(Collected data entries)
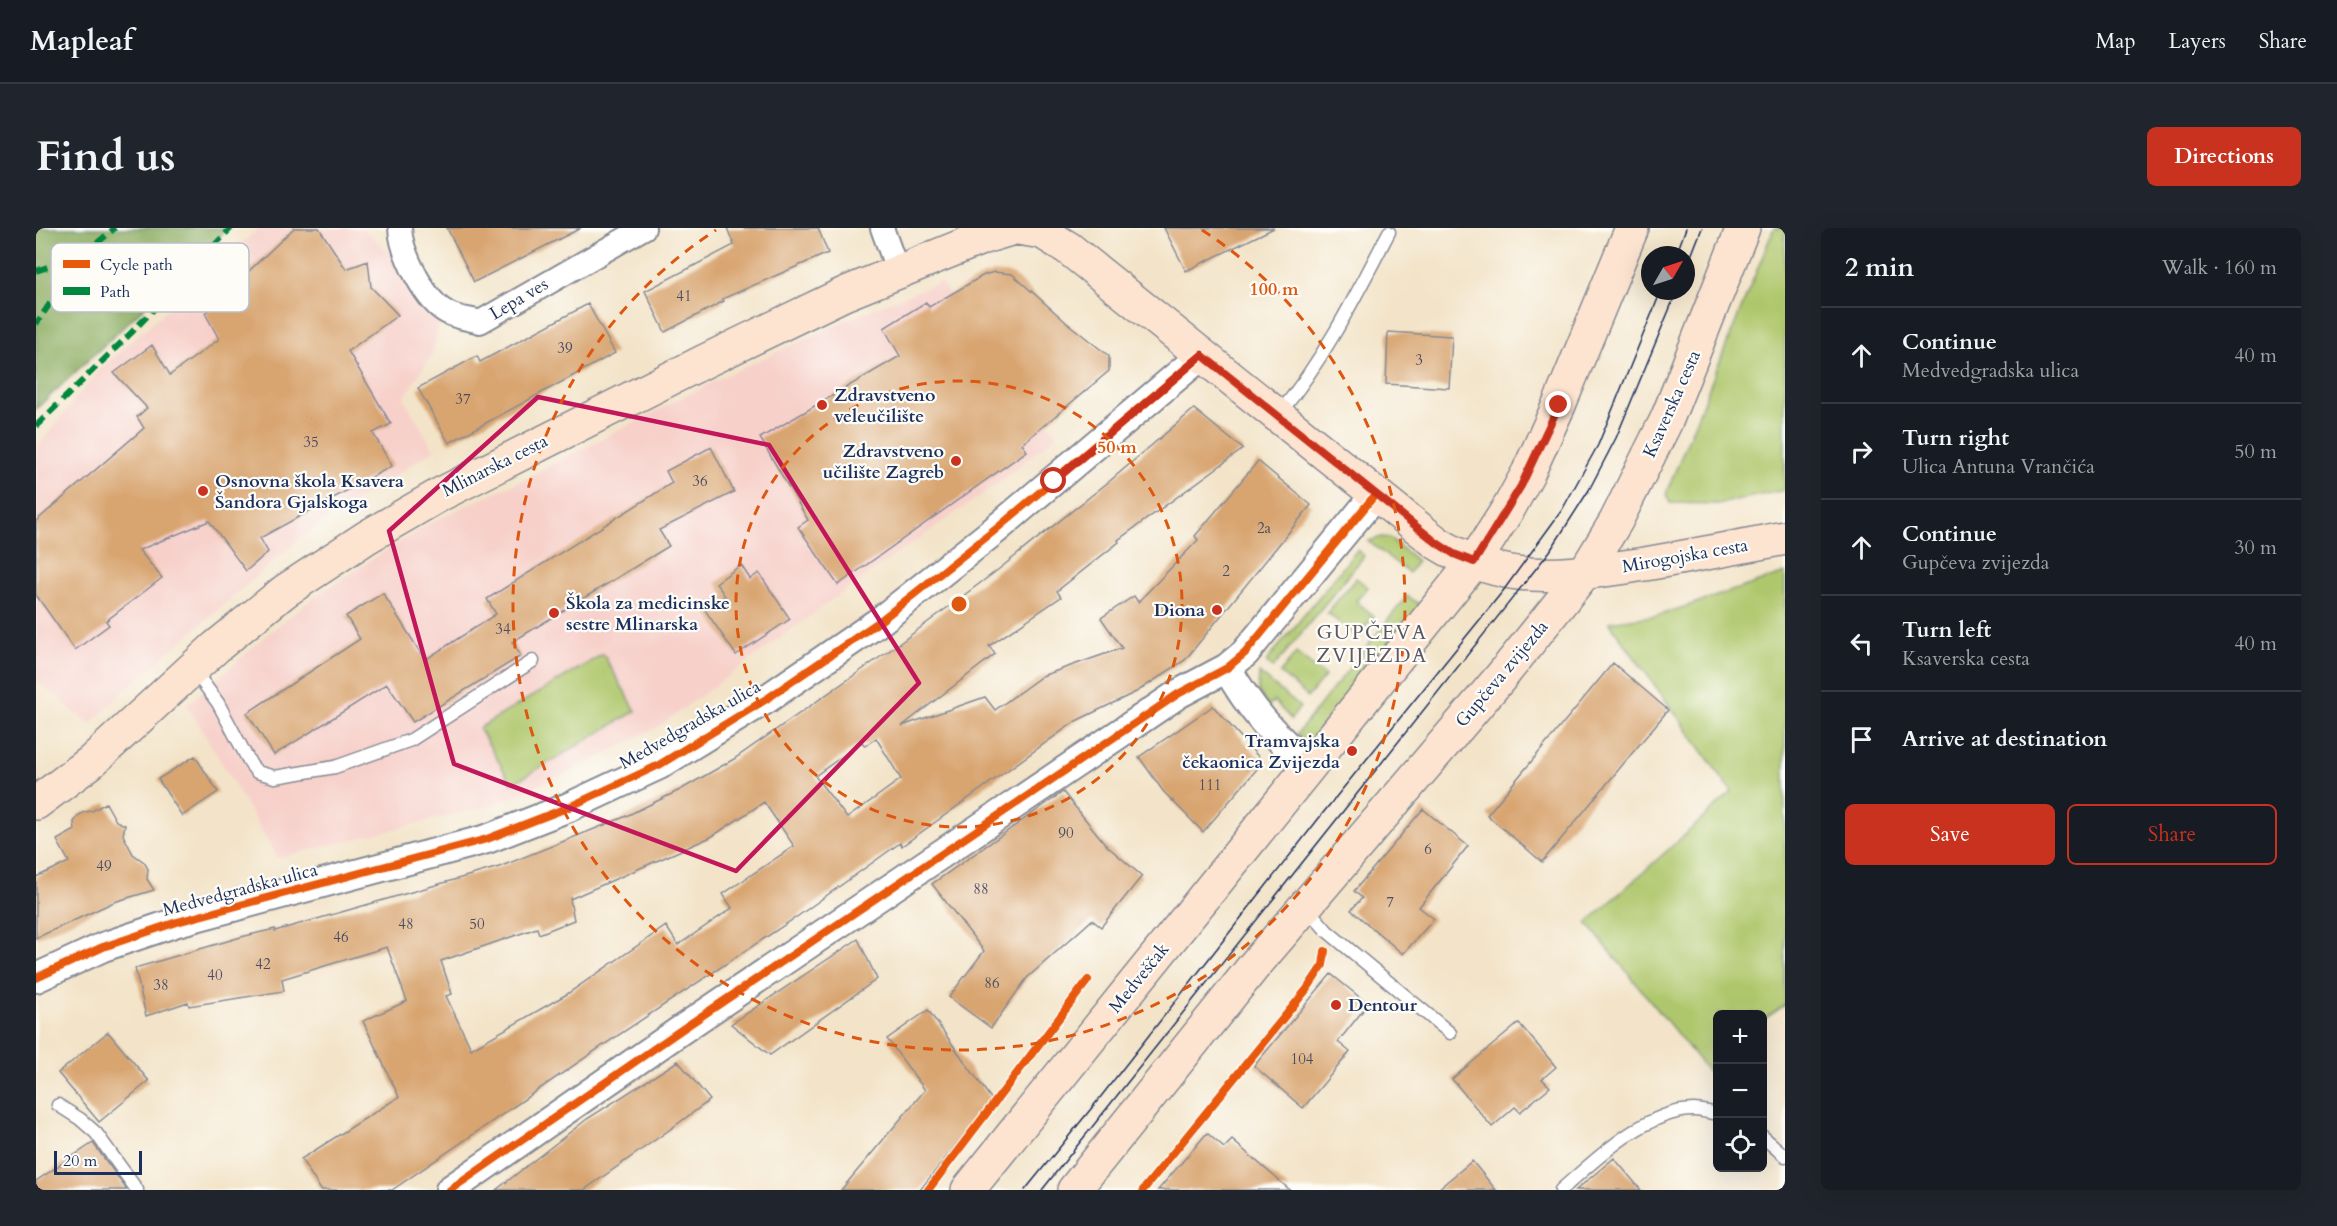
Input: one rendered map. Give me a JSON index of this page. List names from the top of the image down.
{
  "streets": {
    "main road": [
      "Ksaverska cesta",
      "Mlinarska cesta",
      "Mirogojska cesta",
      "Gupčeva zvijezda",
      "Medveščak"
    ],
    "street": ["Lepa ves", "Medvedgradska ulica"]
  },
  "crossings": [
    ["Ksaverska cesta", "Mirogojska cesta"],
    ["Ksaverska cesta", "Gupčeva zvijezda"],
    ["Mirogojska cesta", "Gupčeva zvijezda"]
  ],
  "districts": ["GUPČEVA ZVIJEZDA"],
  "places": [
    "Zdravstveno veleučilište",
    "Zdravstveno učilište Zagreb",
    "Osnovna škola Ksavera Šandora Gjalskoga",
    "Diona",
    "Škola za medicinske sestre Mlinarska",
    "Tramvajska čekaonica Zvijezda",
    "Dentour"
  ],
  "house_numbers": [
    "41",
    "39",
    "3",
    "37",
    "35",
    "36",
    "2a",
    "2",
    "34",
    "111",
    "90",
    "6",
    "49",
    "88",
    "7",
    "48",
    "50",
    "46",
    "42",
    "40",
    "86",
    "38",
    "104"
  ],
  "legend": ["Cycle path", "Path"],
  "scale_bar": "20 m",
  "north": "top right",
  "page": {
    "header": "Mapleaf",
    "nav": ["Map", "Layers", "Share"],
    "buttons": [
      "Directions",
      ["Save", "Share"]
    ],
    "title": "Find us",
    "heading": ["2 min", "Walk · 160 m"],
    "list": [
      ["Continue", "Medvedgradska ulica", "40 m"],
      ["Turn right", "Ulica Antuna Vrančića", "50 m"],
      ["Continue", "Gupčeva zvijezda", "30 m"],
      ["Turn left", "Ksaverska cesta", "40 m"],
      "Arrive at destination"
    ],
    "map_buttons": ["+", "−"],
    "scale": "20 m"
  },
  "rings": ["100 m", "50 m"]
}
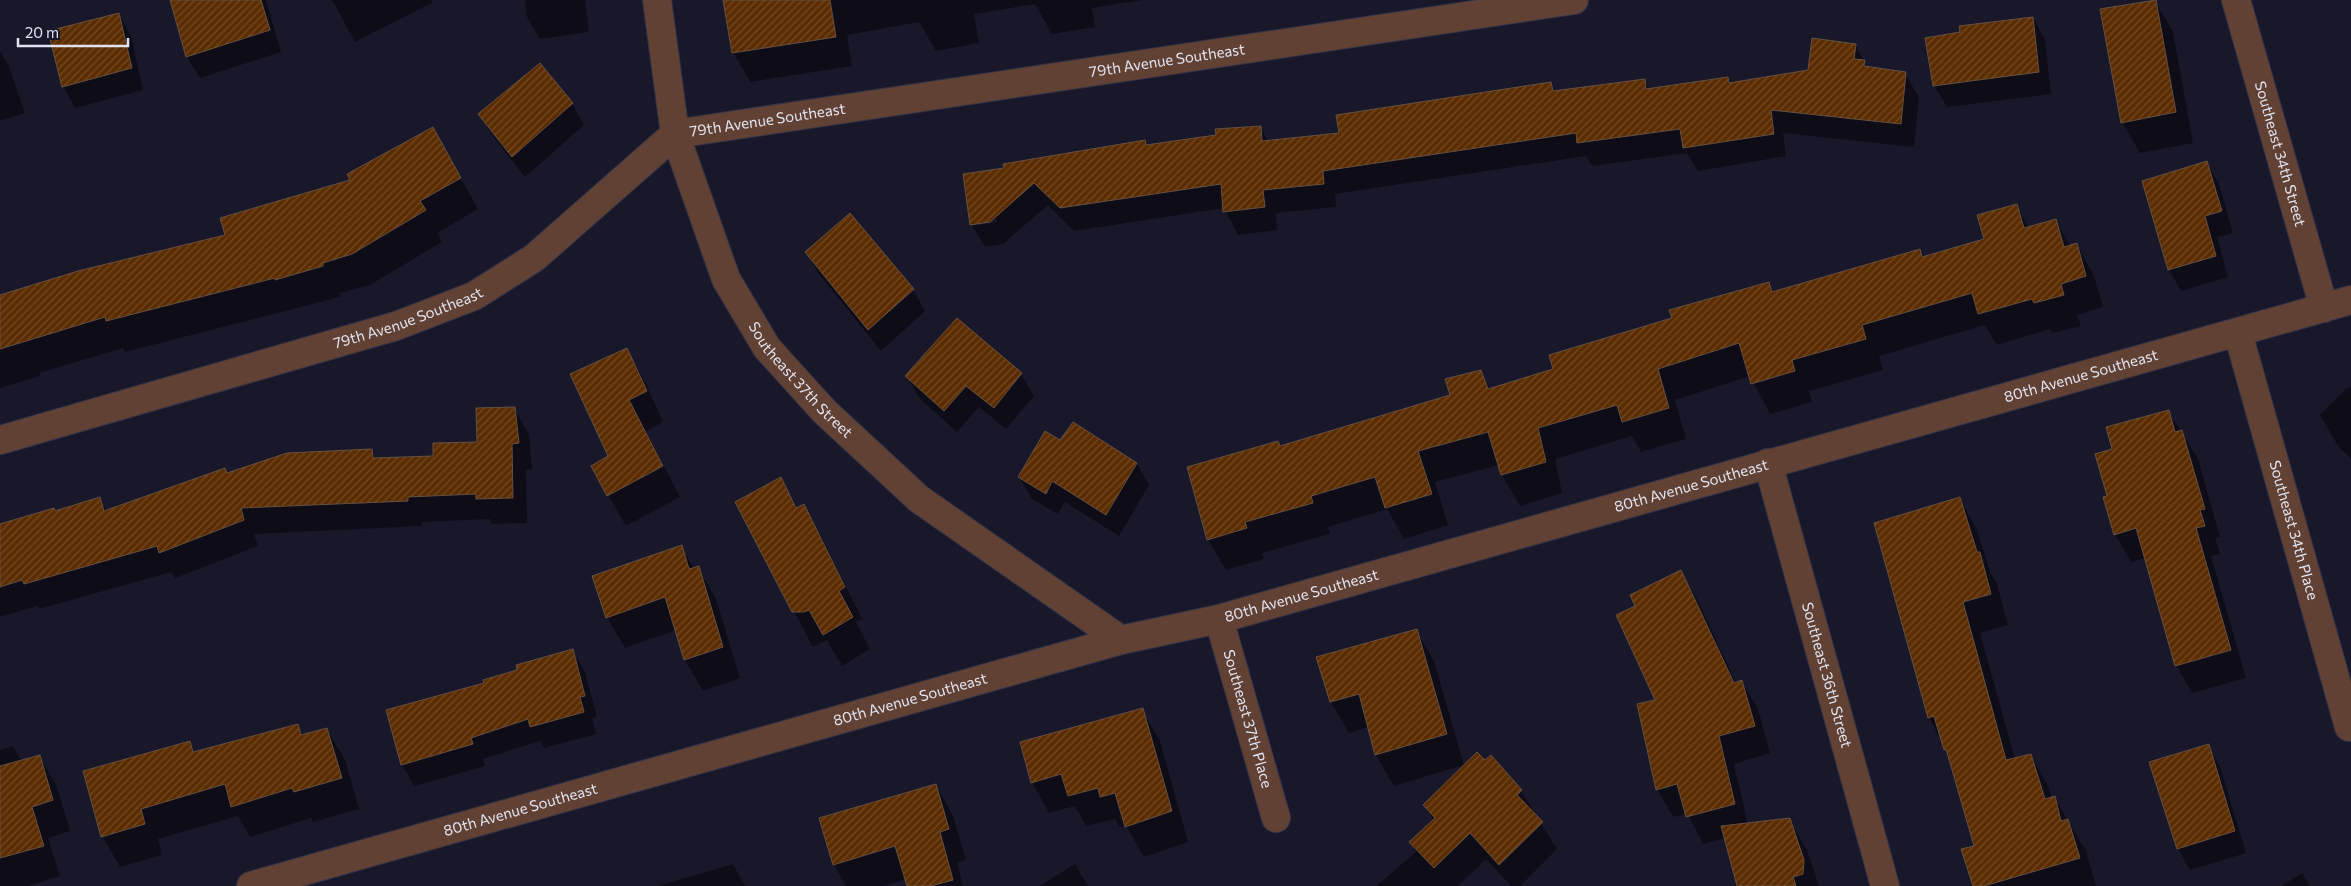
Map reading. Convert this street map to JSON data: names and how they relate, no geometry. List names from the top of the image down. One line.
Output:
{"streets":{"street":["79th Avenue Southeast","Southeast 34th Street","80th Avenue Southeast","Southeast 37th Street","Southeast 34th Place","Southeast 36th Street","Southeast 37th Place"]},"crossings":[["79th Avenue Southeast","Southeast 37th Street"],["Southeast 34th Street","80th Avenue Southeast"],["80th Avenue Southeast","Southeast 37th Street"],["80th Avenue Southeast","Southeast 34th Place"],["80th Avenue Southeast","Southeast 36th Street"],["80th Avenue Southeast","Southeast 37th Place"]],"scale_bar":"20 m"}
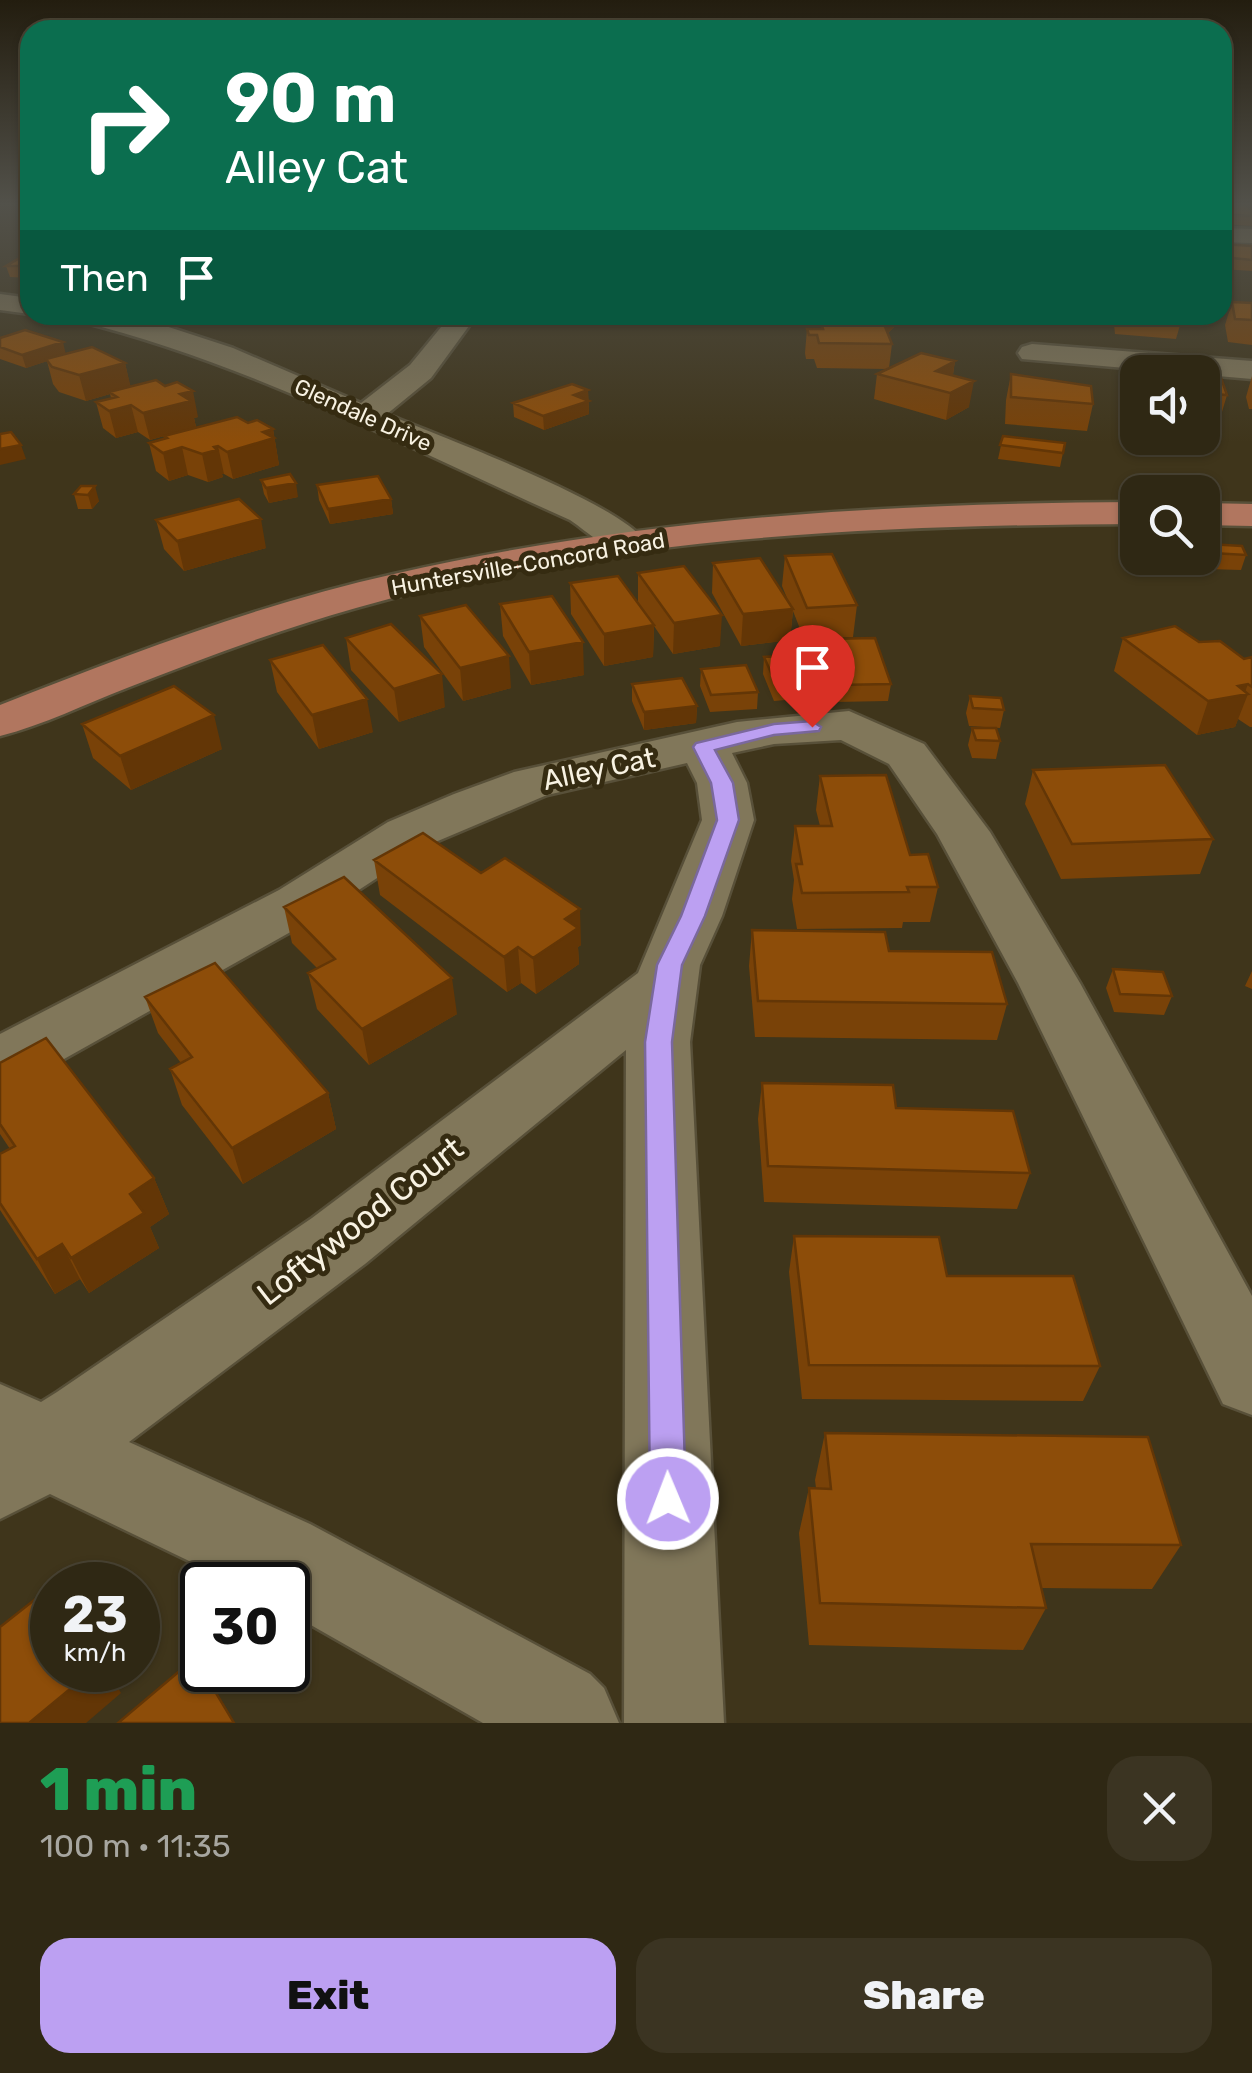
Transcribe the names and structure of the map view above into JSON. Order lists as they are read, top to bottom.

_ACTIVITY:_ Once a line of the records is found to contain "JSON", copy it out.

_RESPONSE TO THE EXERCISE:_
Input: one rendered map. Give me a JSON index of this page. List names from the top of the image down.
Map reading. Convert this street map to JSON data: names and how they relate, no geometry. List names from the top of the image down. One line.
Transcribe the names and structure of the map view above into JSON. Order lists as they are read, top to bottom.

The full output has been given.